Although on Jan. 1, the Workers Compensation Board aspect of the bill was put into power, the Albertan government is still developing its employment standard regulations, and are asking for public input.
In an email received during the regular Feb. 23 council meeting from the Association of Alberta Agriculture Fieldmen, the Municipal District of Taber council was asked to submit a nominee to take part in a series of provincial farm and ranch consults.
For a couple of days in March and the summer, they would go and represent the AAAF and Farmers and Ranchers of Alberta in a series of consultations for the controversial Bill 6, or the Enhanced Protection for Farm and Ranch Workers Act. The nominees must have experience in Occupational Health and Safety and have secondary education.
The Alberta government is establishing six technical working groups, with the purpose of providing feedback for the bill. They want to talk with farmers, ranchers, workers, agriculture sector representatives and other stakeholders to design workplace regulations and provide input on changes for the OH&S and Labour Regulations and Employment Standards legislation along with what is needed in order to implement them.
The Municipal District of Taber is nominating Jason Bullock, agricultural fieldman for the M.D, as a representative. According to council, he would make an ideal candidate for the position, for in addition to his work for the M.D. in agriculture he also has a farming background, having grown up on one.
“On one hand, it’s probably good to have somebody there,” said Merrill Harris, M.D. councillor. “They’re asking, finally, to give the farm/ranch community some input in this legislation,” said Ben Elfring, M.D councillor. “He has a pretty good handle on all this stuff, safety and… I think he’ll have some good input.”
But while some members of council were glad that they could provide potential input, others did not like the way it was being done.
“My first thought was that this is an elected officials job, since they’re the people we represent. This organization does not represent farmers and ranchers, they work for an organization that protects them,” said Tom Machacek, M.D. councillor. “Then I read that one sentence in there, ‘The executive would like to nominate the person, who would best represent the AAAF at the table’. I don’t think those are the people who should be represented there, I think it should be the farmers.”
AAAF is an organization of agricultural fieldmen, who jobs often involve carrying out the interests of an agricultural service board.

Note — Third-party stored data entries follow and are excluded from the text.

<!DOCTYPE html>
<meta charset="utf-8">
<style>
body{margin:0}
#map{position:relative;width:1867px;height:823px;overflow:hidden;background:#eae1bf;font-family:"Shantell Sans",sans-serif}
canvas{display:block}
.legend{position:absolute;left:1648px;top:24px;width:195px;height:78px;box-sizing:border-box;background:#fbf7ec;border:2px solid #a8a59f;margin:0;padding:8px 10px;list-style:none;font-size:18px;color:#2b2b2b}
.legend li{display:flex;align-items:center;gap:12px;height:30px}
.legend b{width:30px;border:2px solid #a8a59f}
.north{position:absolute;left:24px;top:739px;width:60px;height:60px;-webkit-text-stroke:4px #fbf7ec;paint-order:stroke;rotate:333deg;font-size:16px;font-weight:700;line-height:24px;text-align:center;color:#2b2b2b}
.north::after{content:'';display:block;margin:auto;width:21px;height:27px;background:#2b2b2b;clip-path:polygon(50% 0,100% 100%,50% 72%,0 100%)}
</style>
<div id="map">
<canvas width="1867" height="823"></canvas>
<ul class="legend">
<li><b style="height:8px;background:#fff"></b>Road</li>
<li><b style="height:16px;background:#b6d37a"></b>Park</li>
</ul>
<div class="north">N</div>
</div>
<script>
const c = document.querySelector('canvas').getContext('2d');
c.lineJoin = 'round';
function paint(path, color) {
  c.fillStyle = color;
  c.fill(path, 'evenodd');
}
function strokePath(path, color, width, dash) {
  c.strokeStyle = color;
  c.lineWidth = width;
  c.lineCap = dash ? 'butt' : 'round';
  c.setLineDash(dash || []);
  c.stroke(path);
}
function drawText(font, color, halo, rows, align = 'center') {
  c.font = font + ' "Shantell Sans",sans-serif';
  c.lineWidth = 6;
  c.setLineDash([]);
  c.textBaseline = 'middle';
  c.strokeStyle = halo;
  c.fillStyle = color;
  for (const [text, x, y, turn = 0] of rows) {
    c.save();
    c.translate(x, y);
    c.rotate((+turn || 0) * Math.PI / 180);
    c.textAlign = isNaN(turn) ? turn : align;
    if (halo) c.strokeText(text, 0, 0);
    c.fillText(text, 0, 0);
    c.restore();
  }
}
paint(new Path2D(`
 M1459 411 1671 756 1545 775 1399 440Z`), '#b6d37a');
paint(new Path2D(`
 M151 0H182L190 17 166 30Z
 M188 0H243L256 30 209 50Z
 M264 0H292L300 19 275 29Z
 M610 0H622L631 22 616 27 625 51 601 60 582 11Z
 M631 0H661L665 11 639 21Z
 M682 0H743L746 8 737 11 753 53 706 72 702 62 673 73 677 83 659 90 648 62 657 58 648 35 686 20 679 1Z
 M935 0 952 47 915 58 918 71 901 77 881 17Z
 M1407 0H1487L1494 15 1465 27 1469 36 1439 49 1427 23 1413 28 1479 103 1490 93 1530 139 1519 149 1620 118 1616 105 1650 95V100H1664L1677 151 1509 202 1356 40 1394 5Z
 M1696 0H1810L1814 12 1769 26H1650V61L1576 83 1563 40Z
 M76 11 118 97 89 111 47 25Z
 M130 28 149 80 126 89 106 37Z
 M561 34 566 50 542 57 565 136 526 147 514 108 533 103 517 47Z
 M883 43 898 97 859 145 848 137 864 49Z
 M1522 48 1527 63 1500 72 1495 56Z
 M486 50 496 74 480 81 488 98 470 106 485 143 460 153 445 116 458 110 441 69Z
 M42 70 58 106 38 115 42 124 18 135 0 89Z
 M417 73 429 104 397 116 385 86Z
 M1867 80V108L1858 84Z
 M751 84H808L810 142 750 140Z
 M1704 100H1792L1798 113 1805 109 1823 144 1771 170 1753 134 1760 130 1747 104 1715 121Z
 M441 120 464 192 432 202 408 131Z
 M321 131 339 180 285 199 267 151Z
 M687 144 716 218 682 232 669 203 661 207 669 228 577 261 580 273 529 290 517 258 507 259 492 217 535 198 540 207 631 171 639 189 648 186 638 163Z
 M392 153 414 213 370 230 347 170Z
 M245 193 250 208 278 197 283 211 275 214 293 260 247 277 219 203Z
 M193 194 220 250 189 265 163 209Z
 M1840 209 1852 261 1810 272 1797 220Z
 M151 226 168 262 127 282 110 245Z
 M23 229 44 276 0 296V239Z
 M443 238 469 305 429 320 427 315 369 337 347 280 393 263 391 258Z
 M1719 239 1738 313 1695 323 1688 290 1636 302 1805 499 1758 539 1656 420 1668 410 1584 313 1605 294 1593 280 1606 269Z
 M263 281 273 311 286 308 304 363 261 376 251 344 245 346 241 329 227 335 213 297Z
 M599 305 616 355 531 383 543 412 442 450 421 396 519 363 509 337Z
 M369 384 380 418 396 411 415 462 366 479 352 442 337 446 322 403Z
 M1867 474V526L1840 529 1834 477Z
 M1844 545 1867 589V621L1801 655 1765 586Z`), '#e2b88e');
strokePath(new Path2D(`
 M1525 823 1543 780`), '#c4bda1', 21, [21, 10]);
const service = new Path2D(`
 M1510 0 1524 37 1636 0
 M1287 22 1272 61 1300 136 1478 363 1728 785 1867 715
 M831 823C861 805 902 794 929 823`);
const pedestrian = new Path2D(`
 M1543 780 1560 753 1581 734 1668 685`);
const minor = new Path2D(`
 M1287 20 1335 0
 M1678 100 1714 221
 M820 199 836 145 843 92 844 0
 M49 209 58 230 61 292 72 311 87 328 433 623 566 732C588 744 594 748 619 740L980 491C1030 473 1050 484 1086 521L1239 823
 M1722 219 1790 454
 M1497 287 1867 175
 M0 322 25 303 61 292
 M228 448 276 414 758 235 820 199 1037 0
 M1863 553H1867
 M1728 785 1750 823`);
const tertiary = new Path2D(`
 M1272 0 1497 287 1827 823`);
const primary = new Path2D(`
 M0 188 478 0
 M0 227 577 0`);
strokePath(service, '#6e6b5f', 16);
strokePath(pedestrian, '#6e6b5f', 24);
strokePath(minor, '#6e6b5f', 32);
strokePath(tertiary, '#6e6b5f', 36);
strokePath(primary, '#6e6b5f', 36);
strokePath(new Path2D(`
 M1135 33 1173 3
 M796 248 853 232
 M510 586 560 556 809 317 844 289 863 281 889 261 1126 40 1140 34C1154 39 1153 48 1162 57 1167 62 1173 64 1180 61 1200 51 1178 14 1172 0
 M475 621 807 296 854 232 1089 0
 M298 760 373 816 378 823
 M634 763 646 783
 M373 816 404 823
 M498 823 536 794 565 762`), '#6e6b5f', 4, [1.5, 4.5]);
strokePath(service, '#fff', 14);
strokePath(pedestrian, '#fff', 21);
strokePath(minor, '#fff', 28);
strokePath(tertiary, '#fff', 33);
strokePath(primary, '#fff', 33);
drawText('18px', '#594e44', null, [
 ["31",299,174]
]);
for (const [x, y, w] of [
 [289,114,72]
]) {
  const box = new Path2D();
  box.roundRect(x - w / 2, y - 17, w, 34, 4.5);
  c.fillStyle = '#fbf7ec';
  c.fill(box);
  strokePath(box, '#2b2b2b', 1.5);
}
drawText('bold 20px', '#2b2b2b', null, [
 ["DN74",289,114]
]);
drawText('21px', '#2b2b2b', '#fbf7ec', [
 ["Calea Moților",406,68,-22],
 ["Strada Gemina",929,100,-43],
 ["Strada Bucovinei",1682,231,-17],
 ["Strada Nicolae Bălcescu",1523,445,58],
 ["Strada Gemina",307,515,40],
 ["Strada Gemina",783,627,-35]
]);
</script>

While their members may have extensive agricultural backgrounds or know a lot about the industry, they do not represent farmers.
However, despite this concern, the question was raised on whether or not councillors themselves could attend, and, if no one is nominated, who would make the rules. In addition, because AAAF works closely with Alberta agriculture, they may have a spot on the table for the provincial committee.
“Do councillors have time to go to this thing? I don’t think I do,” said Dwight Tolton, M.D councillor. “The only thing is here guys, if we’re too selective here, I’ll bet you there’s tons of people in Strathcona County who will go to this thing, they’re 20 minutes from the legislator, they’ll be there making the rules for us.”
“Do you want somebody in there with some knowledge, or do you want somebody from Calgary in there, making up the OH&S rules,” asked Bob Wallace, M.D. councillor. “I think this is the other side of it… If we don’t participate, we’re going to have a rocky view.”